WHAT THIS TASK INVOLVES: All lines in the entries below that hold "Toruńska" make up the answer.

Stored data entries:
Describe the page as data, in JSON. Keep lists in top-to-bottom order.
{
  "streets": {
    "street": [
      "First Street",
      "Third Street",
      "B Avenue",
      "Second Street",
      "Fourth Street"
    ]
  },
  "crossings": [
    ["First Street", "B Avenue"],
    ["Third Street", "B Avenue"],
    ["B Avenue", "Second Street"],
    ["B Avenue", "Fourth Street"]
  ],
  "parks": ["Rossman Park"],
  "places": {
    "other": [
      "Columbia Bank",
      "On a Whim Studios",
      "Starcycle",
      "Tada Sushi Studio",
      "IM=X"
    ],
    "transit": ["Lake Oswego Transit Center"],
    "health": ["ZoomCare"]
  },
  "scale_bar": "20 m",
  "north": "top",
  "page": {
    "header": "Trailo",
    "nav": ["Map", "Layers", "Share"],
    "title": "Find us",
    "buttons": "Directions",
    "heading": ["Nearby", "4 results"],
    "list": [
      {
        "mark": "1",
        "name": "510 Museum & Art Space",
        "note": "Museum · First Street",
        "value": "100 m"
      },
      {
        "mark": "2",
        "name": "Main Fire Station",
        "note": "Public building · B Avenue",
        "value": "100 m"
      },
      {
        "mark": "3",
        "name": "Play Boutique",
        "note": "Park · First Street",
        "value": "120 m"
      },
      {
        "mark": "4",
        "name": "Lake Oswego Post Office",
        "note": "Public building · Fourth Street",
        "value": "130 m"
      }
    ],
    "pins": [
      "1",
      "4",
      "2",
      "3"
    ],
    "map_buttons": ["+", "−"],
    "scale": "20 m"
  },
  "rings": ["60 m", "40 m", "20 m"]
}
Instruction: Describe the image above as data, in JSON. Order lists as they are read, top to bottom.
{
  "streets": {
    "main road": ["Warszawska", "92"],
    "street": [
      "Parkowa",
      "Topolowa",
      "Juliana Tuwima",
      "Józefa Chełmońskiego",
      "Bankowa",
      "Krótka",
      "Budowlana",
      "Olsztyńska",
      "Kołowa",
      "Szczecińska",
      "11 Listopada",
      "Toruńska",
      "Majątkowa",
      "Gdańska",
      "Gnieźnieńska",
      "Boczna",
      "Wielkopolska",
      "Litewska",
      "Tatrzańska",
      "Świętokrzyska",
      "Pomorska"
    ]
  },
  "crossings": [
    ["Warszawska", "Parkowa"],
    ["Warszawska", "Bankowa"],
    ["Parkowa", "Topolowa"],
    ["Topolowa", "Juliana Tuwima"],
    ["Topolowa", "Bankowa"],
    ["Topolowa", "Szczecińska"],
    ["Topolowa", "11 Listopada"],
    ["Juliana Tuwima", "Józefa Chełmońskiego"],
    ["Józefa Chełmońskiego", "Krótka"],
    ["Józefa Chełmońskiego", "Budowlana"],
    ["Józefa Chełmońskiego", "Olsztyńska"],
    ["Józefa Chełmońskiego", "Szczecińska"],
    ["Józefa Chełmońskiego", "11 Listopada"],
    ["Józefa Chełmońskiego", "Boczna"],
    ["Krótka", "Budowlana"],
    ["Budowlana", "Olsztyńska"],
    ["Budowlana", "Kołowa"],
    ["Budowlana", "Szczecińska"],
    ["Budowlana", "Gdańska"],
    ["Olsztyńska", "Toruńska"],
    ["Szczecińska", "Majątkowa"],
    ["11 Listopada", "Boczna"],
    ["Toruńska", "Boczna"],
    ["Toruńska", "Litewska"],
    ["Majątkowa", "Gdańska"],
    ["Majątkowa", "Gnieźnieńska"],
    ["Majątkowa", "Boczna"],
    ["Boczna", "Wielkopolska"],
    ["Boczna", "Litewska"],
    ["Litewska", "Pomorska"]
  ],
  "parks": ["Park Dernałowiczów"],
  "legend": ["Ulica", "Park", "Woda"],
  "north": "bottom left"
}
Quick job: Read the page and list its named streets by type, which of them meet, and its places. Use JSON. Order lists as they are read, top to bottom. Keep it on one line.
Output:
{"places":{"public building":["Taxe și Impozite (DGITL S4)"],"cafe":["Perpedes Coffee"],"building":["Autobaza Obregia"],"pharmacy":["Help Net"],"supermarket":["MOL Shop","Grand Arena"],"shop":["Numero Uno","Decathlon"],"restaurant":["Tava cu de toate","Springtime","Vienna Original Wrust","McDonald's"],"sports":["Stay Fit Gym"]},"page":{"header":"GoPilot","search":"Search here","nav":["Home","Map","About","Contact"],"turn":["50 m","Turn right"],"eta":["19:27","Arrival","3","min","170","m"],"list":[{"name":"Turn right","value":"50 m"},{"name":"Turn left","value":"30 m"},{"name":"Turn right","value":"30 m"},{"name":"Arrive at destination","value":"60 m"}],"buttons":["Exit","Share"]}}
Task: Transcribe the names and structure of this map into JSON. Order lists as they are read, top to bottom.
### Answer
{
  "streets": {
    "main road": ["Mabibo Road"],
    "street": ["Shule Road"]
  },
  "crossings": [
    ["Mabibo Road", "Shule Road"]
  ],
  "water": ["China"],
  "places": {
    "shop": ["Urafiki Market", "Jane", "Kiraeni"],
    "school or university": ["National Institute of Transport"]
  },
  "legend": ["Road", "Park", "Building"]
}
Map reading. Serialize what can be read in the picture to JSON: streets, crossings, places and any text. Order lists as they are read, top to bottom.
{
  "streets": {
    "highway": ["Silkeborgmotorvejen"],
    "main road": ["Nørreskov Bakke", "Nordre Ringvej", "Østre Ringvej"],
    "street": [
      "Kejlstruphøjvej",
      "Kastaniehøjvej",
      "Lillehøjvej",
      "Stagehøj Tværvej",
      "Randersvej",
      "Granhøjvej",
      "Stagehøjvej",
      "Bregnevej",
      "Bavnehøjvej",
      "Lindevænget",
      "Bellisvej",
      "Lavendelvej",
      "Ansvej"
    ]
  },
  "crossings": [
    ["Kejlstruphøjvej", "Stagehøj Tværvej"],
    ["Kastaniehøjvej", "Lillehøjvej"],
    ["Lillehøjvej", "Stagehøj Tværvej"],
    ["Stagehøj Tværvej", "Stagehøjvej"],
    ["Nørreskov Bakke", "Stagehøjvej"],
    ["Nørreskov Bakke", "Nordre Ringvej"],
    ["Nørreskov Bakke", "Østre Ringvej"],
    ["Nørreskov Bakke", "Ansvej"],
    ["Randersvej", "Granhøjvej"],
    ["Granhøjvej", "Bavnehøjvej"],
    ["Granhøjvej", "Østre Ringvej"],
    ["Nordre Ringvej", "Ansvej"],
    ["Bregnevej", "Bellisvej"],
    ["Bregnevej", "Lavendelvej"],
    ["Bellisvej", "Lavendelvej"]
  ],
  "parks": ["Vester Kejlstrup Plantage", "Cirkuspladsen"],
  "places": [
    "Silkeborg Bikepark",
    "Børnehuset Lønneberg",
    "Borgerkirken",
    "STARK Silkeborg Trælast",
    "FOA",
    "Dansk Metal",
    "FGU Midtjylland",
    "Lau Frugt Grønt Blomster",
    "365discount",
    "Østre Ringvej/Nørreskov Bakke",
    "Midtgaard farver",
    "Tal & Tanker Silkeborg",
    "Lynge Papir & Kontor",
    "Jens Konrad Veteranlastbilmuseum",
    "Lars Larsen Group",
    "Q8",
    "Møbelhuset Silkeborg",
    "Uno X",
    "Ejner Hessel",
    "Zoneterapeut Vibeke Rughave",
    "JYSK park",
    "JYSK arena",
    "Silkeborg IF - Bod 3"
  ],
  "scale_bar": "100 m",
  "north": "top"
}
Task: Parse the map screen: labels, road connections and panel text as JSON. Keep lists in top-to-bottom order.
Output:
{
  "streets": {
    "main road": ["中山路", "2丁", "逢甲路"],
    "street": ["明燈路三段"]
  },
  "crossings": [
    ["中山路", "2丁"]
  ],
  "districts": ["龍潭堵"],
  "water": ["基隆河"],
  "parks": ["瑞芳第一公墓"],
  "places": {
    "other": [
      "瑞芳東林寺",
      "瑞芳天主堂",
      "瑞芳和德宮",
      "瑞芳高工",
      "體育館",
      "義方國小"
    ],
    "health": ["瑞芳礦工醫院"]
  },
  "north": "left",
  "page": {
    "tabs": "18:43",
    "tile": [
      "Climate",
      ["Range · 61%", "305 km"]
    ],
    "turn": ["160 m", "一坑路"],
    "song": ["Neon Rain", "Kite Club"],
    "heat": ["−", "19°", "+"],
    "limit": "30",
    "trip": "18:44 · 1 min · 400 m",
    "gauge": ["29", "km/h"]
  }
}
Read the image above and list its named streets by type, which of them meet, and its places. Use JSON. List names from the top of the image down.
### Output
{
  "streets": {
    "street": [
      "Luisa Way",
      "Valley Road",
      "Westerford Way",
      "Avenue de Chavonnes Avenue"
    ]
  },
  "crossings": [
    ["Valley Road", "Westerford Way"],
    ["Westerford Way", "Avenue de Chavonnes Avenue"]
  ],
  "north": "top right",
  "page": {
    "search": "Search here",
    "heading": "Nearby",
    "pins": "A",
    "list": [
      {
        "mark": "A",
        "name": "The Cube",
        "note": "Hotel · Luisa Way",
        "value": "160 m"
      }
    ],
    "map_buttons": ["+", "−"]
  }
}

EXERCISE RESULT:
      "Toruńska",
    ["Olsztyńska", "Toruńska"],
    ["Toruńska", "Boczna"],
    ["Toruńska", "Litewska"],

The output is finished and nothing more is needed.